Insomma, da diverso tempo ormai in campo valutativo il numero e la parola si contendono il campo.

Nella vita si ha bisogno di entrambi

Ma cosa si nasconde dietro un simile contenzioso? Sia il numero che la parola appartengono all’esperienza quotidiana. Cos’hanno di differente? Sono usati entrambi a seconda di quel che tocca fare ogni giorno. E servono tantissimo entrambi, se consideriamo che la nostra quotidianità sente il bisogno, quando usa i numeri, di integrarli con parole e, quando usa le parole, di integrarle con numeri. Chi discuterebbe in banca o col fruttivendolo a colpi di soli numeri, senza che questi siano integrati in un discorso verbale? E chi farebbe a meno, quando vuol dire che un fenomeno è molto diffuso, di utilizzare una bella percentuale, ottanta-novanta per cento ad esempio?

Anche a scuola questo accade. Si osserva infatti che i voti numerici sono accompagnati spesso da parole che cercano di argomentarli oppure che le parole, le descrizioni, approdano alla loro sintesi numerica.

Tuttavia, in sede di valutazione scolastica, si constata che i due codici – parola e numero – non godono dello stesso appeal. Appaiono infatti molto più numerosi i docenti che riterrebbero esaurienti i numeri senza le parole, quelli convinti cioè che “nel voto c’è tutto”, rispetto ai docenti appagati delle parole senza numero.

Numeri e parole per le famiglie e gli studenti

Molto spesso se un’allieva o un allievo chiede com’è andata la sua prestazione ed essa viene descritta dal docente nei suoi punti di forza e in quelli di debolezza, anche usando le parole con molta generosità e cercando di restituire la prestazione in termini narrativi e descrittivi, la sensazione che prova in genere non è soddisfacente. Si cerca qualcosa di più. Appunto, si cerca un numero. E quando il docente prova a confutare questo desiderio chiedendo all’interlocutore “ma cosa manca nella valutazione che ti ho illustrato?”, anche se la risposta politicamente corretta è sempre la stessa, “niente”, la mente del discente è altrove. È nella scala numerica. A casa deve portare un numero, perché papà e mamma vogliono un numero. Perché solo un numero per loro sarà eloquenza del rendimento del proprio figliuolo.

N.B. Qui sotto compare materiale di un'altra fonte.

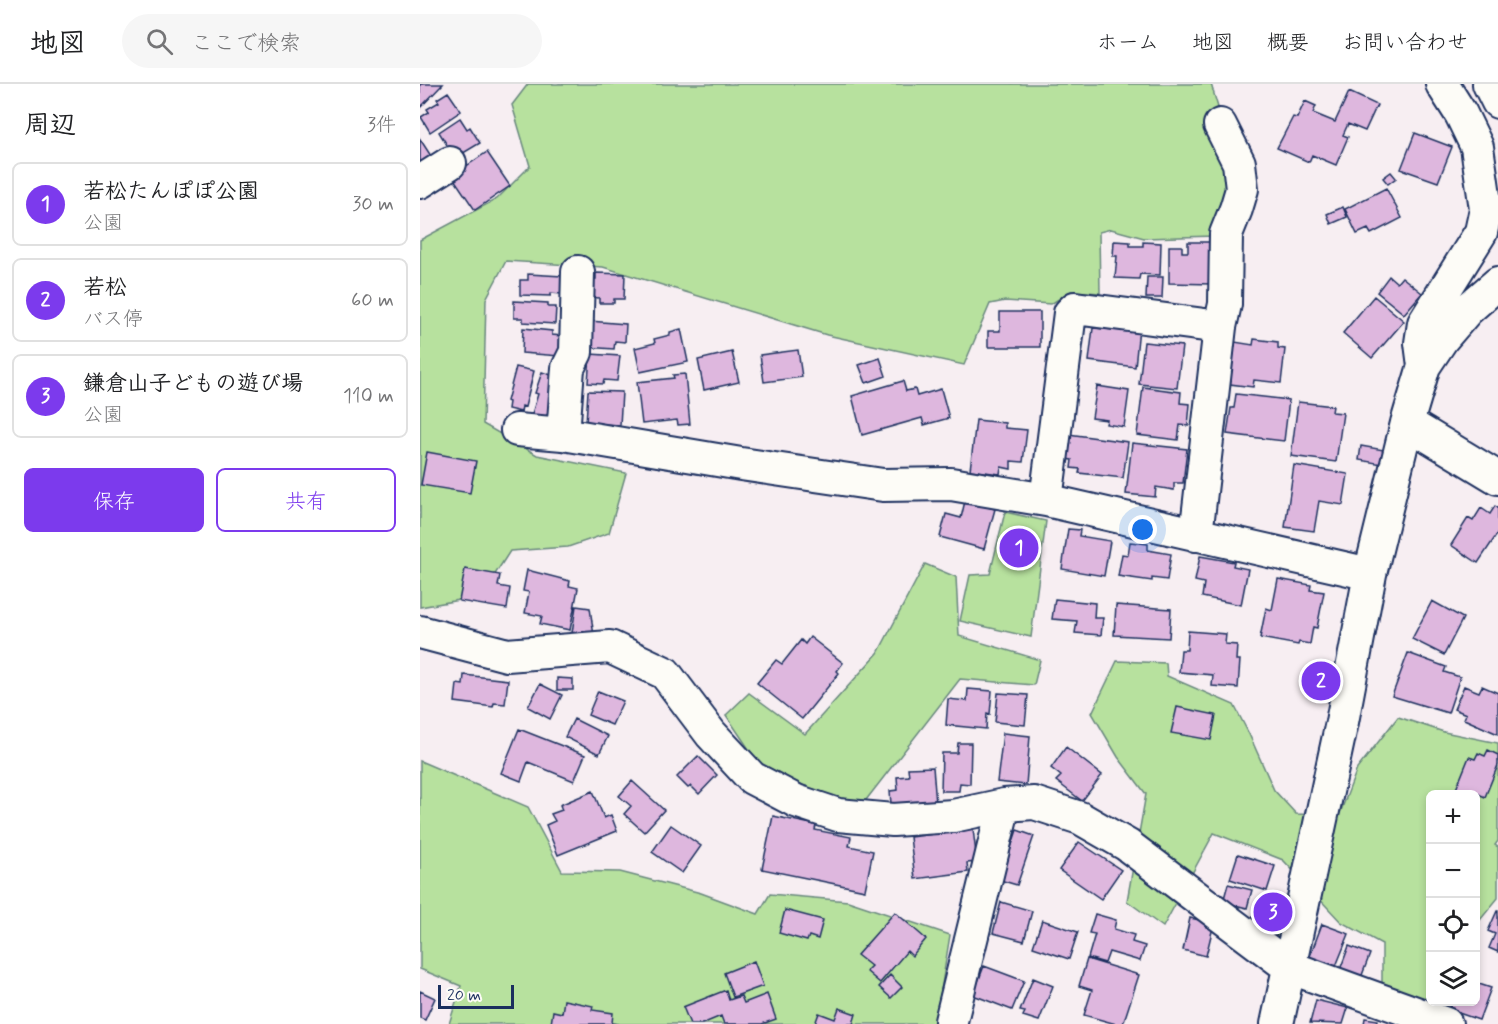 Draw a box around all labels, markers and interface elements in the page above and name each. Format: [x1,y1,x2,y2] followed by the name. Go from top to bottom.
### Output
[122,14,542,68] search box
[143,25,176,58] icon: search
[30,26,86,63] text: 地図
[1097,29,1159,57] text: ホーム
[1192,29,1234,57] text: 地図
[1267,29,1309,57] text: 概要
[1342,29,1468,57] text: お問い合わせ
[191,30,301,58] text: ここで検索
[24,109,76,143] text: 周辺
[367,112,396,139] text: 3件
[83,178,259,206] text: 若松たんぽぽ公園
[41,191,50,218] text: 1
[352,191,394,218] text: 30 m
[83,210,123,237] text: 公園
[83,274,127,302] text: 若松
[41,287,50,314] text: 2
[351,287,394,314] text: 60 m
[83,306,143,333] text: バス停
[83,370,303,398] text: 鎌倉山子どもの遊び場
[41,383,50,410] text: 3
[343,383,394,410] text: 110 m
[83,402,123,429] text: 公園
[24,468,204,532] button: 保存
[216,468,396,532] button: 共有
[1128,515,1157,544] your location
[1000,526,1038,570] pin: 1
[1302,658,1340,704] pin: 2
[1426,790,1480,1006] map controls
[1426,790,1480,844] button: +
[1426,844,1480,898] button: −
[1254,890,1292,934] pin: 3
[1426,898,1480,952] button: locate
[1426,952,1480,1006] button: layers
[438,982,514,1010] scale bar
[447,985,481,1006] text: 20 m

I giovani recepiscono il senso comune

I giovani sembrano esser consapevoli della perentorietà del numero.  Ritengono, per esempio, del tutto congruo che alla scuola primaria si possa sostituire il numero con una parola, ma creando una scala aggettivale che abbia lo stesso carattere di sintesi, come quello del numero. Della sintesi, in altri termini, non si riesce a fare a meno. Il nemico della sintesi è l’eccesso di analisi, quello che ha probabilmente indotto l’attuale ministro a mandare in soffitta le scelte valutative effettuate nel 2020[2]. La legge 6 giugno 2020, n. 41 (articolo 1, comma 2 bis) così si esprimeva: «In deroga all’articolo 2, comma 1, del decreto legislativo 13 aprile 2017, n. 62, dall’anno scolastico 2020/2021, la valutazione finale degli apprendimenti degli alunni delle classi della scuola primaria, per ciascuna delle discipline di studio previste dalle indicazioni nazionali per il curricolo è espressa attraverso un giudizio descrittivo riportato nel documento di valutazione e riferito a differenti livelli di apprendimento, secondo termini e modalità definiti con ordinanza del Ministro dell’istruzione».

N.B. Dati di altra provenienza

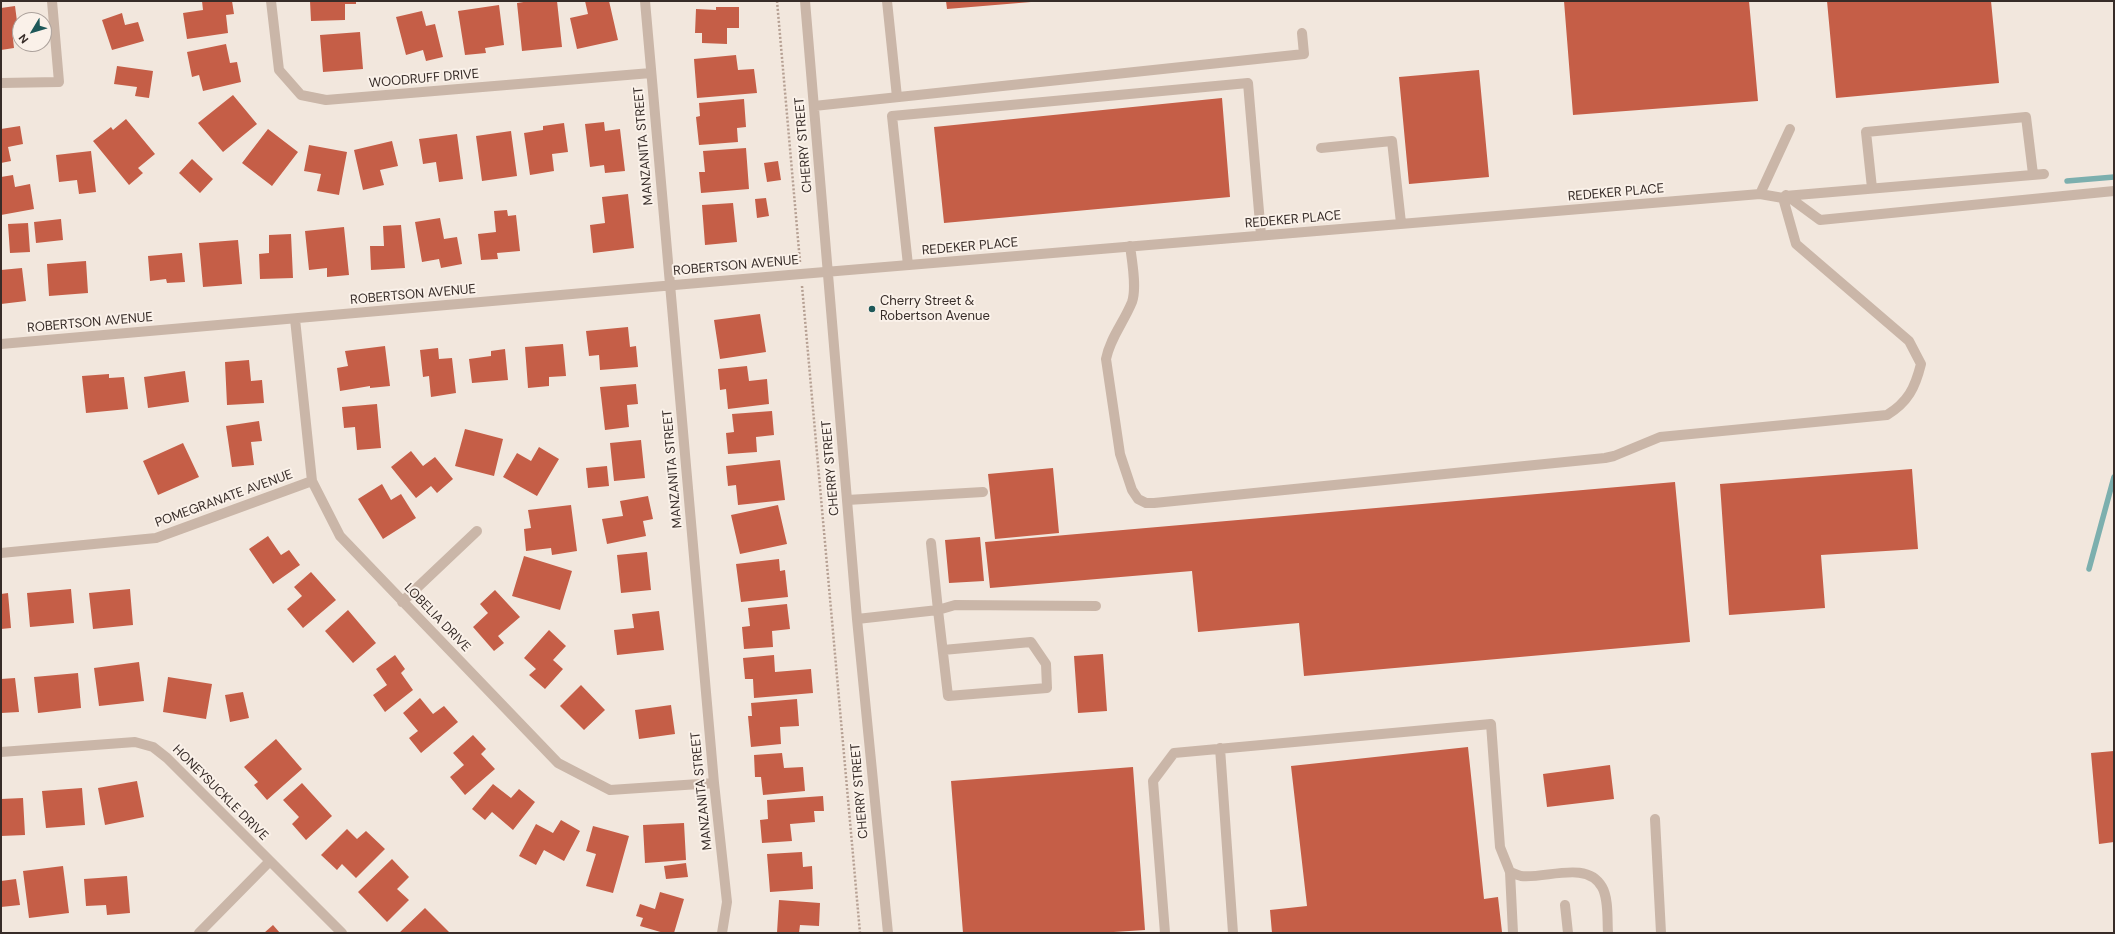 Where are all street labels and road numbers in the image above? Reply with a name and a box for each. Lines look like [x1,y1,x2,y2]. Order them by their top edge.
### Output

Ma anche alcuni insegnanti preferiscono il numero

Eppure, se il dibattito continua e, anche in sede parlamentare, non è stato ancora ritenuto opportuno (re)introdurre il numero nella scuola primaria, si sta forse valutando che il codice-numero possa risultare non adeguato per la platea infantile. Ma sembra che nessuno metta in dubbio la sua adeguatezza per la scuola secondaria di primo grado che, comunque, è parte integrante del primo ciclo d’istruzione. Misteri.

Come che sia, sembra comunque di poter ravvisare, anche tra i docenti della scuola primaria, una certa propensione a preferire il numero. E di tale propensione si rende mentore il governo di turno.

La diffidenza di alcuni pedagogisti

Sono solo alcuni pedagogisti e una certa tipologia di professionisti della scuola ad essere diffidenti nella capacità del numero di esprimere una valutazione degli apprendimenti completa ed attendibile. Sono soggetti però che, con tutta evidenza, non hanno la forza di condizionare le politiche scolastiche in merito alle scelte valutative.

Se è vero che si è in tanti a vantarsi di non capire un granché di matematica, mentre ci si pregia di conoscere l’arte, la filosofia o la poesia, al momento del valutare ci si ritrova tutti matematici intenti a sommare e dividere.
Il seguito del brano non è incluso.